Posted on: August 21st, 2018 by Art Leonard No Comments

 

The New Jersey Appellate Division, the state’s intermediate appeals court, issued an important decision on August 17 expanding the range of “bystanders” to whom negligent actors may have liability for causing emotional distress to include non-marital same-sex families. A unanimous three-judge panel, taking account of the momentous developments in public attitudes about LGBT families over the past 38 years, ruled in Moreland v. Parks, 2018 WL 3945312, 2018 N.J. Super. LEXIS 120, that the lesbian co-parent of a young child who died as a consequence of a tragic traffic incident should not have been dismissed from the case by a Mercer County trial judge.

It was as recently as 1980 that the New Jersey Supreme Court first recognized, in the case of Portee v. Jaffee, 84 N.J. 88, that a mother who witnessed the agonizing death of her young son, who had become trapped between an elevator’s outer doors and the wall of the elevator shaft, could sue for the emotional distress she suffered due to the negligence of the defendant building owners and the elevator company in causing her son’s death. Through a slow process of doctrinal evolution, the courts have gradually shed their earlier reluctance to award damages for emotional distress to people who had not themselves suffered a direct physical injury, but the courts were cautious about expanding the range of such potential liability.
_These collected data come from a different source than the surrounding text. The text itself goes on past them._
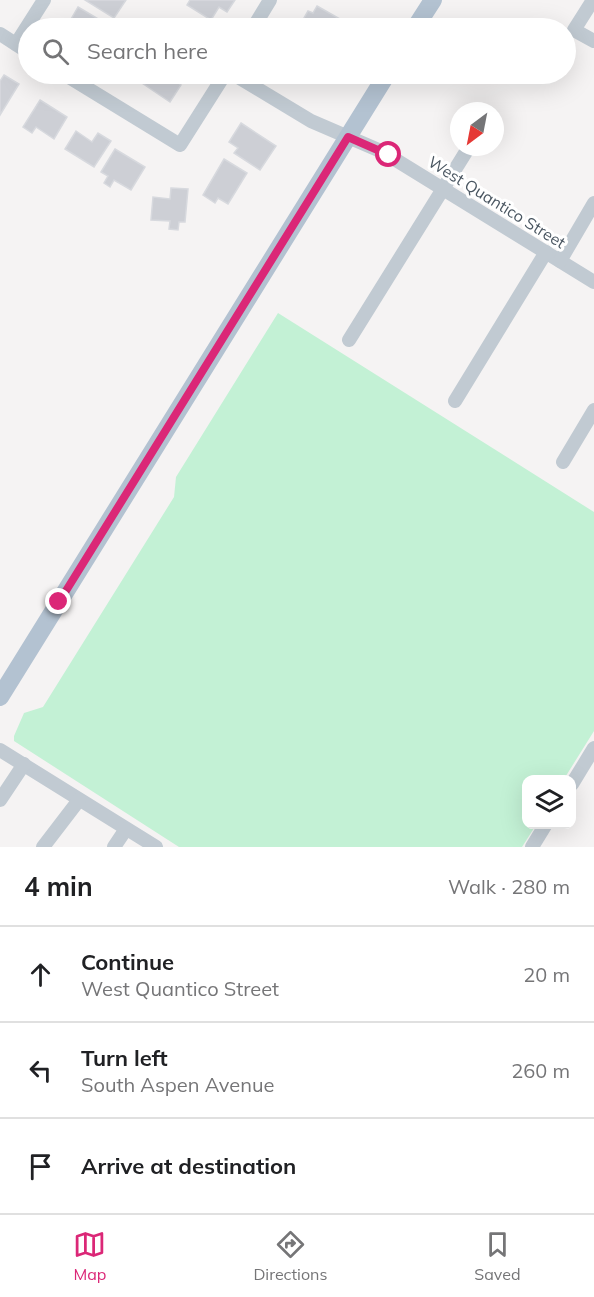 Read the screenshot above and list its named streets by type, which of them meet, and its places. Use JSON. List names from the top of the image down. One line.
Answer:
{"streets":{"street":["West Quantico Street"]},"north":"bottom left","page":{"search":"Search here","heading":["4 min","Walk · 280 m"],"list":[["Continue","West Quantico Street","20 m"],["Turn left","South Aspen Avenue","260 m"],"Arrive at destination"],"nav":["Map","Directions","Saved"]}} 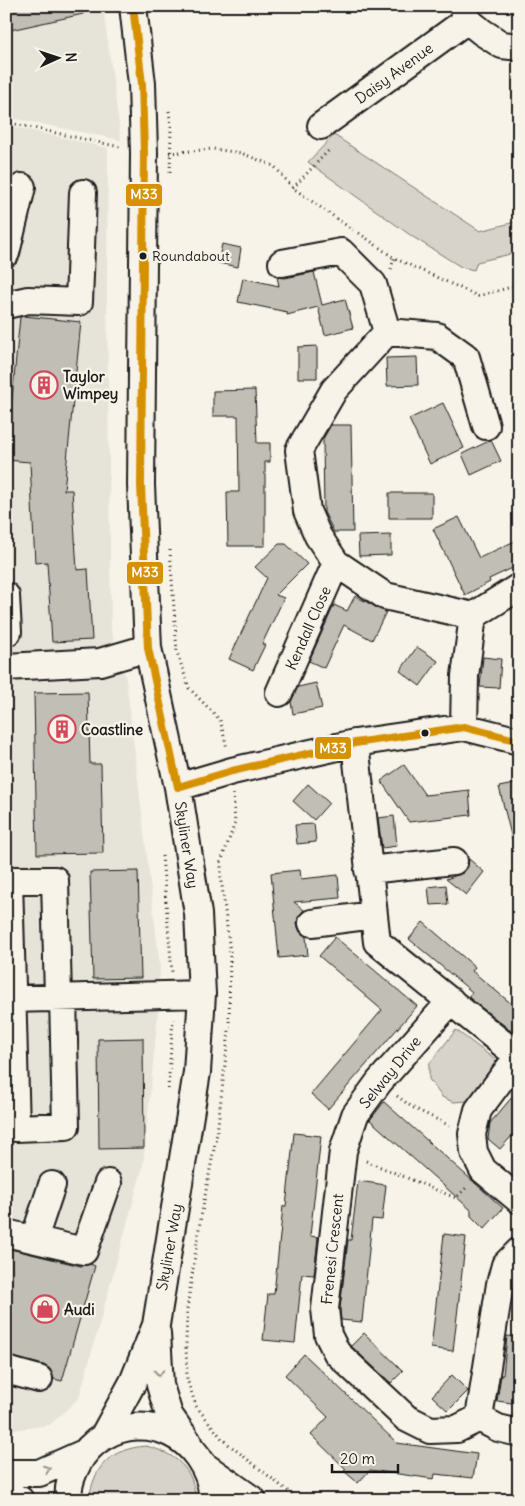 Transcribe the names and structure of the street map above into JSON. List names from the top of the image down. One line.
{"streets":{"street":["Daisy Avenue","Kendall Close","Skyliner Way","Selway Drive","Frenesi Crescent"]},"crossings":[["Selway Drive","Frenesi Crescent"]],"places":{"other":["Roundabout"],"building":["Taylor Wimpey","Coastline"],"shop":["Audi"]},"lines":["transit line M33"],"scale_bar":"20 m","north":"right"} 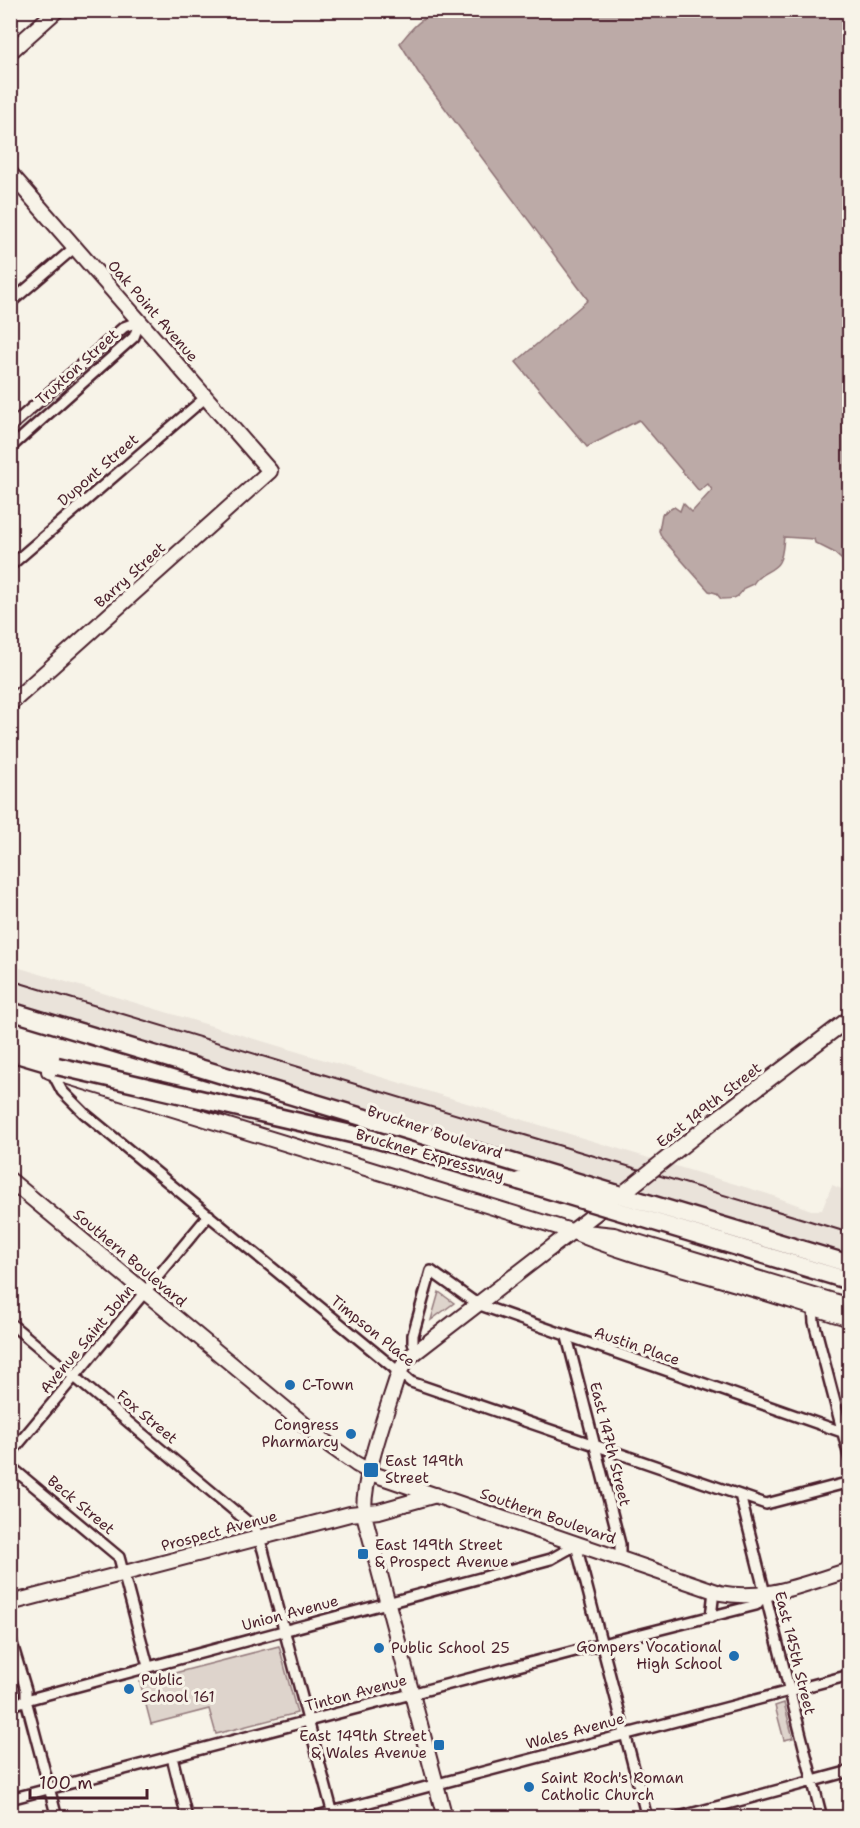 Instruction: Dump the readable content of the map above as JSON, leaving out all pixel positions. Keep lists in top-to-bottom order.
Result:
{
  "streets": {
    "highway": ["Bruckner Expressway"],
    "main road": [
      "Oak Point Avenue",
      "Barry Street",
      "East 149th Street",
      "Bruckner Boulevard",
      "Southern Boulevard",
      "Prospect Avenue"
    ],
    "street": [
      "Truxton Street",
      "Dupont Street",
      "Timpson Place",
      "Avenue Saint John",
      "Austin Place",
      "Fox Street",
      "East 147th Street",
      "Beck Street",
      "Union Avenue",
      "East 145th Street",
      "Tinton Avenue",
      "Wales Avenue"
    ]
  },
  "crossings": [
    ["Oak Point Avenue", "Truxton Street"],
    ["Oak Point Avenue", "Dupont Street"],
    ["Oak Point Avenue", "Barry Street"],
    ["East 149th Street", "Bruckner Boulevard"],
    ["East 149th Street", "Southern Boulevard"],
    ["East 149th Street", "Timpson Place"],
    ["East 149th Street", "Austin Place"],
    ["East 149th Street", "Prospect Avenue"],
    ["East 149th Street", "Union Avenue"],
    ["East 149th Street", "Tinton Avenue"],
    ["East 149th Street", "Wales Avenue"],
    ["Southern Boulevard", "Avenue Saint John"],
    ["Southern Boulevard", "East 147th Street"],
    ["Southern Boulevard", "Prospect Avenue"],
    ["Southern Boulevard", "Union Avenue"],
    ["Southern Boulevard", "East 145th Street"],
    ["Southern Boulevard", "Tinton Avenue"],
    ["Timpson Place", "Avenue Saint John"],
    ["Timpson Place", "East 147th Street"],
    ["Timpson Place", "East 145th Street"],
    ["Avenue Saint John", "Fox Street"],
    ["Austin Place", "East 147th Street"],
    ["Fox Street", "Prospect Avenue"],
    ["Beck Street", "Prospect Avenue"],
    ["Beck Street", "Union Avenue"],
    ["East 145th Street", "Tinton Avenue"],
    ["East 145th Street", "Wales Avenue"]
  ],
  "places": {
    "other": [
      "C-Town",
      "Congress Pharmarcy",
      "Public School 25",
      "Gompers Vocational High School",
      "Public School 161",
      "Saint Roch's Roman Catholic Church"
    ],
    "transit": ["East 149th Street", "East 149th Street & Prospect Avenue", "East 149th Street & Wales Avenue"]
  },
  "scale_bar": "100 m"
}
Portee is New Jersey’s controlling state Supreme Court precedent in “bystander” cases, and the Portee court ruled that bystanders eligible to seek compensation for severe emotional distress in such cases should be limited to “a marital or intimate, familial relationship between the plaintiff and the injured person.” In a further development in New Jersey law, the Supreme Court ruled in Dunphy v. Gregor, 136 N.J. 99 (1994), that the fiancé of a man killed in a traffic incident, who had witnessed the vehicle strike his body and attempted to comfort him while awaiting an ambulance, could sue the driver of the vehicle for negligent infliction of emotional distress, even though couple were not yet legally married.  The court emphasized that they were cohabiting and engaged to be married at the time, and considered this a sufficient “familial relationship.”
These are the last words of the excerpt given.